------ RECORDED INFORMATION ------
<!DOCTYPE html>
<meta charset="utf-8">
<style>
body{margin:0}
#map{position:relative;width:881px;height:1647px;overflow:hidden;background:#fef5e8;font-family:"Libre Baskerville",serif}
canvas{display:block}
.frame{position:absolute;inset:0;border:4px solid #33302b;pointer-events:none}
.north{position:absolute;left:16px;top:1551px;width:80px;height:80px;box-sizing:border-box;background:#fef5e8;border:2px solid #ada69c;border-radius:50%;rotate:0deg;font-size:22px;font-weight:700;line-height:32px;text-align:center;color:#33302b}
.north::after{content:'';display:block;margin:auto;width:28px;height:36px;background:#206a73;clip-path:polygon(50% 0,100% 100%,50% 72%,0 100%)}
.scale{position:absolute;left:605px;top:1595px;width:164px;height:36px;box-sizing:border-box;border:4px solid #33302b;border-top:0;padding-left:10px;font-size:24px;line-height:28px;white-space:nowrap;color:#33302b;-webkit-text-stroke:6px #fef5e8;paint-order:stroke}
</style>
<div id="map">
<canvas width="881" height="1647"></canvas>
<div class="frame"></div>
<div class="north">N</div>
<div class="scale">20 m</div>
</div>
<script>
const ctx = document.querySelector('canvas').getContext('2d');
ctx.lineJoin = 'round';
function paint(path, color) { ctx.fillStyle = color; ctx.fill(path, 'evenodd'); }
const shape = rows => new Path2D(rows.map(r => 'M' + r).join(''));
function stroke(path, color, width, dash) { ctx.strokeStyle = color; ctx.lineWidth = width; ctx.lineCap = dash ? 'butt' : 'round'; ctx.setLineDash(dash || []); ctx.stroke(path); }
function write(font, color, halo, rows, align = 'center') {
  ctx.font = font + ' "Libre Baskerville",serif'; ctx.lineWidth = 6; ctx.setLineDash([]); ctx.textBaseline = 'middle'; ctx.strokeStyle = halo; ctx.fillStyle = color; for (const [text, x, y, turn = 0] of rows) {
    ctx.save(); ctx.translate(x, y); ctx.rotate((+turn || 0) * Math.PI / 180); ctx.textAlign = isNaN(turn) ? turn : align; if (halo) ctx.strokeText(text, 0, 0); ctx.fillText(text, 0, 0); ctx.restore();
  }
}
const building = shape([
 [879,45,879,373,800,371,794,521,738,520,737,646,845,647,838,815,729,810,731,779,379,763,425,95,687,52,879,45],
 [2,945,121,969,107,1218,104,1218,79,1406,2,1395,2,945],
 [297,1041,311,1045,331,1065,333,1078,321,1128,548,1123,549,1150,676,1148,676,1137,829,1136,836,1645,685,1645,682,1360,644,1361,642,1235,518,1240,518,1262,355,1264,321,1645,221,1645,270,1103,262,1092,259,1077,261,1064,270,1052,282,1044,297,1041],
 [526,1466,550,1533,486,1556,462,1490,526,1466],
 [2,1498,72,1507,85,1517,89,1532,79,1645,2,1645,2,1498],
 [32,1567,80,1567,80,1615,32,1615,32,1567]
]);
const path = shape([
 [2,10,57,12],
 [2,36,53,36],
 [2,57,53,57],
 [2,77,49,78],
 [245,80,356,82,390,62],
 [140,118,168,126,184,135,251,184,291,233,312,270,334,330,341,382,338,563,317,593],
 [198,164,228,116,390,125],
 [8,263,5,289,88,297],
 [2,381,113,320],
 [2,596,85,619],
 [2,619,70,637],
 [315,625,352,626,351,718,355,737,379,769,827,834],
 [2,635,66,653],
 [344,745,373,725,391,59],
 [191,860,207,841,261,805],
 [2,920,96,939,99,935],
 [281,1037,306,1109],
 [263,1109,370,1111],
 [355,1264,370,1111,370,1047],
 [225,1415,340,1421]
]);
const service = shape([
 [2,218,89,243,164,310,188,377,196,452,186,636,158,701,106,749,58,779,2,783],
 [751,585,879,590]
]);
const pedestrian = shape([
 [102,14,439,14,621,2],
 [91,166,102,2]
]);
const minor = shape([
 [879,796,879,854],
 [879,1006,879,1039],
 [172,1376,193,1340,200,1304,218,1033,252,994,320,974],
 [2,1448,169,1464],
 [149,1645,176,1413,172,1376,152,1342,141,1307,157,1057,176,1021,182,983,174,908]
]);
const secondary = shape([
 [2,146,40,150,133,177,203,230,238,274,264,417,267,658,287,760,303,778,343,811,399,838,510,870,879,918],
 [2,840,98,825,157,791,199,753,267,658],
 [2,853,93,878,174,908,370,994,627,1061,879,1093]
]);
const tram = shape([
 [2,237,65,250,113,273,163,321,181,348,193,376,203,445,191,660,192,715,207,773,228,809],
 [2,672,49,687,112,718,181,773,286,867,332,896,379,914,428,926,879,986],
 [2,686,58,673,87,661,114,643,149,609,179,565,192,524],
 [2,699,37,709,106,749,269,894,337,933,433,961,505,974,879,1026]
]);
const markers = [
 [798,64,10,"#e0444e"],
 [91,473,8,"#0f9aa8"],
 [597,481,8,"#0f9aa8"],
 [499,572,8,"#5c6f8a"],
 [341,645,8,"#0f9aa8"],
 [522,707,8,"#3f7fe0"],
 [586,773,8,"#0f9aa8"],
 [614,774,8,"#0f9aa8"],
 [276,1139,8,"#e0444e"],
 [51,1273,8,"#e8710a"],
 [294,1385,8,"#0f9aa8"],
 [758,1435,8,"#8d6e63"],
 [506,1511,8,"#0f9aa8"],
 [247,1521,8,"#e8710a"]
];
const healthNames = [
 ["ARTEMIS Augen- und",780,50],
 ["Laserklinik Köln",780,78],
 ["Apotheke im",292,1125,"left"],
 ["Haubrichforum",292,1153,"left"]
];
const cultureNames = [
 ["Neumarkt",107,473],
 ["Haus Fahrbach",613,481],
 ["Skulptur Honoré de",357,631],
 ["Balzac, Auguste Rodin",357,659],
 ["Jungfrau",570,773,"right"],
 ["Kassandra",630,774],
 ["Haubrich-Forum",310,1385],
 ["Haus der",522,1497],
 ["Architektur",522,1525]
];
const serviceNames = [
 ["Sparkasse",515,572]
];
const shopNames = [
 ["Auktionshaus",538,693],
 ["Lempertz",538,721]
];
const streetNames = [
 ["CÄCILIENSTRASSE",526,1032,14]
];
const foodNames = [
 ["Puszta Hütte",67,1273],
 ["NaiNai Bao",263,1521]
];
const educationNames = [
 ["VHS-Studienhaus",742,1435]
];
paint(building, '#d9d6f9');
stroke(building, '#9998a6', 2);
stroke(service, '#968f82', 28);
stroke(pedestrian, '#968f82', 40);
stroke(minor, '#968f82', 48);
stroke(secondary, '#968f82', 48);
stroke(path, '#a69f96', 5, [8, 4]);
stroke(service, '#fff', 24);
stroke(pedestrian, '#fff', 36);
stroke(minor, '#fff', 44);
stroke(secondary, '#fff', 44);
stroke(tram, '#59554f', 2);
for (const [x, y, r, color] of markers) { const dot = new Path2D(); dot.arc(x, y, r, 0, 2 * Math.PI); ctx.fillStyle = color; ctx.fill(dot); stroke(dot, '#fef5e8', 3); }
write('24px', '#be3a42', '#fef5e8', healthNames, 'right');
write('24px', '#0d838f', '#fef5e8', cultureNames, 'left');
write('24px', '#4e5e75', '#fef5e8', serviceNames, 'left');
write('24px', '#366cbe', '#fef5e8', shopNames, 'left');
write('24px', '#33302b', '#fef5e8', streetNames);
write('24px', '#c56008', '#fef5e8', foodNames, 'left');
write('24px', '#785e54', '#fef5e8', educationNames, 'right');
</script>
------
TASK DIRECTIONS — Find the word "lineWidth" in the entries and show each line where it is found.

TASK RESPONSE —
function stroke(path, color, width, dash) { ctx.strokeStyle = color; ctx.lineWidth = width; ctx.lineCap = dash ? 'butt' : 'round'; ctx.setLineDash(dash || []); ctx.stroke(path); }
  ctx.font = font + ' "Libre Baskerville",serif'; ctx.lineWidth = 6; ctx.setLineDash([]); ctx.textBaseline = 'middle'; ctx.strokeStyle = halo; ctx.fillStyle = color; for (const [text, x, y, turn = 0] of rows) {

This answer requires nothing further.